▶ [What to work on]:
Find each line below where the word "lineWidth" occurs, and copy it.

=== Section Start ===

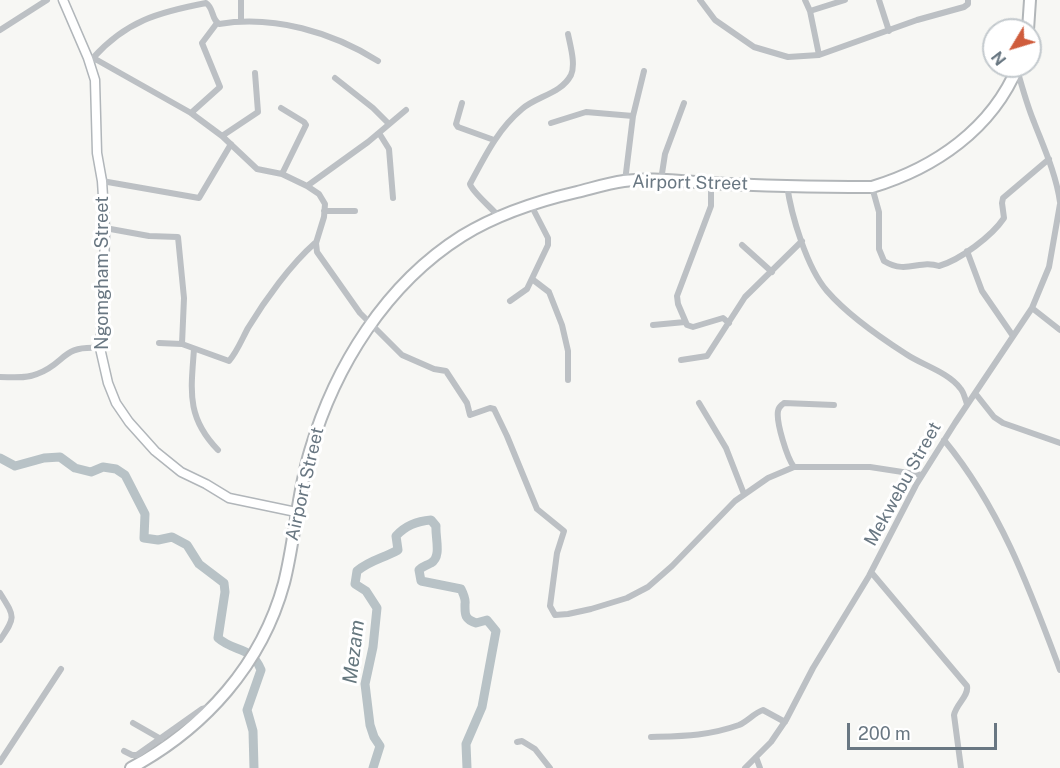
<!DOCTYPE html>
<html>
<head>
<meta charset="utf-8">
<style>
  body { margin:0 }
  #map { position:relative; width:1060px; height:768px; overflow:hidden; background:#f7f7f4; font-family:"Public Sans",sans-serif }
  canvas { display:block }
  .north { position:absolute; left:982px; top:18px; width:60px; height:60px; box-sizing:border-box; background:#fff; border:2px solid #c3c9cd; border-radius:50%; rotate:232deg; font-size:16px; font-weight:700; line-height:24px; text-align:center; color:#697782 }
  .north::after { content:''; display:block; margin:auto; width:21px; height:27px; background:#cf5c3c; clip-path:polygon(50% 0,100% 100%,50% 72%,0 100%) }
  .scale { position:absolute; left:847px; top:723px; width:150px; height:27px; box-sizing:border-box; border:3px solid #697782; border-top:0; padding-left:8px; font-size:18px; line-height:21px; white-space:nowrap; color:#697782; -webkit-text-stroke:4px #fff; paint-order:stroke }
</style>
</head>
<body>
<div id="map">
<canvas width="1060" height="768"></canvas>
<div class="north">N</div>
<div class="scale">200 m</div>
</div>
<script>
const c = document.querySelector('canvas').getContext('2d');
c.lineJoin = 'round';
function stroke(path, color, width, dash) { c.strokeStyle = color; c.lineWidth = width; c.lineCap = dash ? 'butt' : 'round'; c.setLineDash(dash || []); c.stroke(path); }
function drawText(font, color, halo, rows, align = 'center') {
  c.font = font + ' "Public Sans",sans-serif'; c.lineWidth = 6; c.setLineDash([]); c.textBaseline = 'middle'; c.strokeStyle = halo; c.fillStyle = color; for (const [text, x, y, turn = 0] of rows) {
    c.save(); c.translate(x, y); c.rotate((+turn || 0) * Math.PI / 180); c.textAlign = isNaN(turn) ? turn : align; if (halo) c.strokeText(text, 0, 0); c.fillText(text, 0, 0); c.restore();
  }
}
stroke(new Path2D(`
  M 0,458 L 15,466 L 44,458 L 60,457 L 75,468 L 91,472 L 103,467 L 116,469 L 125,475 L 145,514 L 144,538 L 158,540 L 172,537 L 187,545 L 199,564 L 224,583 L 225,592 L 218,638 C 235,653 251,645 261,670 L 247,710 L 253,731 L 254,768
  M 373,768 L 380,746 L 374,737 L 370,725 L 365,684 L 373,647 L 377,608 L 366,591 L 355,584 L 357,571 C 370,560 384,558 398,550 L 396,536 C 405,526 417,521 431,520 L 436,526 C 435,537 442,557 431,563 C 426,566 423,566 419,570 L 421,581 L 461,589 C 463,593 466,599 465,604 C 465,614 464,619 476,623 L 487,620 L 496,631 L 482,707 L 466,744 L 467,768`), '#b8c2c6', 9);
const secondary = new Path2D(`
  M 63,0 L 88,58 L 95,80 L 97,153 L 102,181 L 105,228 L 104,276 L 100,348 L 108,383 L 116,403 L 129,422 L 155,451 L 181,472 L 206,484 L 229,498 L 296,512`);
const highway = new Path2D(`
  M 1028,30 L 1030,0
  M 131,768 C 205,728 262,664 284,583 C 295,540 297,494 310,451 C 335,366 386,284 462,236 C 496,215 538,201 577,192 C 593,188 609,183 624,181 C 652,177 682,182 710,183 C 764,186 818,187 872,187 C 935,168 992,129 1018,66`);
stroke(secondary, '#b1b6ba', 11);
stroke(highway, '#b2b6b9', 14);
stroke(new Path2D(`
  M 700,0 L 715,20 L 754,47 L 788,57 L 819,55 L 917,20 L 964,7 L 968,4 L 968,0
  M 805,0 L 810,11 L 819,55
  M 879,0 L 889,31
  M 810,11 L 845,0
  M 241,20 L 241,0
  M 0,30 L 47,0
  M 88,58 L 97,60 L 191,113 L 222,136 L 257,169 L 282,174 L 307,186 L 319,194 L 325,204 L 324,217 L 316,243 L 317,252 L 360,313 L 402,355 L 434,369 L 446,371 L 467,403 L 470,415 L 490,408 L 494,409 L 507,436 L 537,509 L 564,531 L 557,553 L 550,606 L 555,615 L 568,614 L 591,609 L 627,598 L 648,587 L 672,566 L 735,501 L 768,478 L 794,467 L 870,467 L 922,475
  M 93,58 C 126,21 159,12 206,3 C 214,8 211,19 219,24 C 274,15 332,32 378,61
  M 1017,69 C 1022,87 1027,105 1034,122 C 1044,148 1056,174 1060,202
  M 335,78 L 373,108 L 389,124
  M 462,103 L 456,124 L 458,127 L 494,140
  M 281,108 L 304,122 L 306,125 L 282,174
  M 191,113 L 220,87 L 202,43 L 217,23
  M 551,123 L 586,112 L 633,116
  M 379,133 L 389,149 L 393,198
  M 222,136 L 258,112 L 255,73
  M 661,180 L 665,154 L 684,103
  M 102,181 L 199,198 L 231,144
  M 625,181 L 633,116 L 644,71
  M 711,183 L 711,206 L 677,296 L 678,304 L 687,325 L 693,327 L 723,318 L 729,323
  M 787,185 C 791,215 807,268 827,291 C 846,313 881,338 906,354 C 922,365 948,372 960,388 C 964,392 965,399 967,404
  M 307,186 L 368,142 L 406,110
  M 872,187 L 879,212 L 879,249 L 884,261 C 907,275 919,259 939,266 C 960,260 992,236 1004,218 L 1002,203 L 1003,198 L 1049,159
  M 324,211 L 355,211
  M 499,217 C 493,209 472,192 470,184 C 485,156 498,129 522,109 C 537,96 561,94 571,75 C 576,64 570,45 568,34
  M 105,228 L 149,236 L 178,237 L 184,298 L 182,344
  M 742,245 L 772,272
  M 967,251 L 982,291 L 1013,336
  M 532,279 L 549,292 L 562,325 L 568,351 L 568,380
  M 510,301 L 527,289 L 548,245 L 548,238 L 531,205
  M 1032,308 L 1060,330
  M 653,325 L 685,322
  M 159,343 L 182,344 L 229,361 C 237,352 242,339 248,328 C 265,300 291,264 315,243
  M 194,349 C 191,391 186,417 218,450
  M 681,360 L 707,356 L 745,297 L 802,241
  M 0,377 C 12,377 26,379 37,374 C 67,363 60,345 100,348
  M 975,393 L 994,417 L 1003,423 L 1060,443
  M 699,403 L 726,448 L 744,494
  M 944,440 C 1000,508 1029,587 1060,670
  M 794,467 C 787,458 776,422 778,411 C 779,406 781,406 784,403 L 834,405
  M 871,572 L 967,686 C 969,696 956,704 954,715 L 961,768
  M 0,593 C 15,617 16,617 0,640
  M 133,723 L 161,739
  M 651,737 C 683,736 708,736 739,725 C 748,721 754,713 763,710 L 785,722
  M 517,742 L 522,741 L 535,749 L 550,768
  M 124,751 L 132,755 L 137,755 L 202,709 L 210,707
  M 756,757 L 760,768
  M 0,762 L 61,669
  M 745,768 L 771,742 L 786,720 L 813,668 L 869,576 L 916,485 L 955,423 L 1032,308 L 1049,267 L 1060,204`), '#bcc0c4', 6);
stroke(secondary, '#fff', 8);
stroke(highway, '#fff', 10);
drawText('18px', '#697782', '#fff', [
  ["Airport Street",690,183,1],
  ["Ngomgham Street",102,273,-90],
  ["Airport Street",305,484,-77],
  ["Mekwebu Street",903,484,-61]
]);
drawText('italic 20px', '#65777e', '#fff', [
  ["Mezam",354,652,-83]
]);
</script>
</body>
</html>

=== Section End ===

▶ [Response below]:
function stroke(path, color, width, dash) { c.strokeStyle = color; c.lineWidth = width; c.lineCap = dash ? 'butt' : 'round'; c.setLineDash(dash || []); c.stroke(path); }
  c.font = font + ' "Public Sans",sans-serif'; c.lineWidth = 6; c.setLineDash([]); c.textBaseline = 'middle'; c.strokeStyle = halo; c.fillStyle = color; for (const [text, x, y, turn = 0] of rows) {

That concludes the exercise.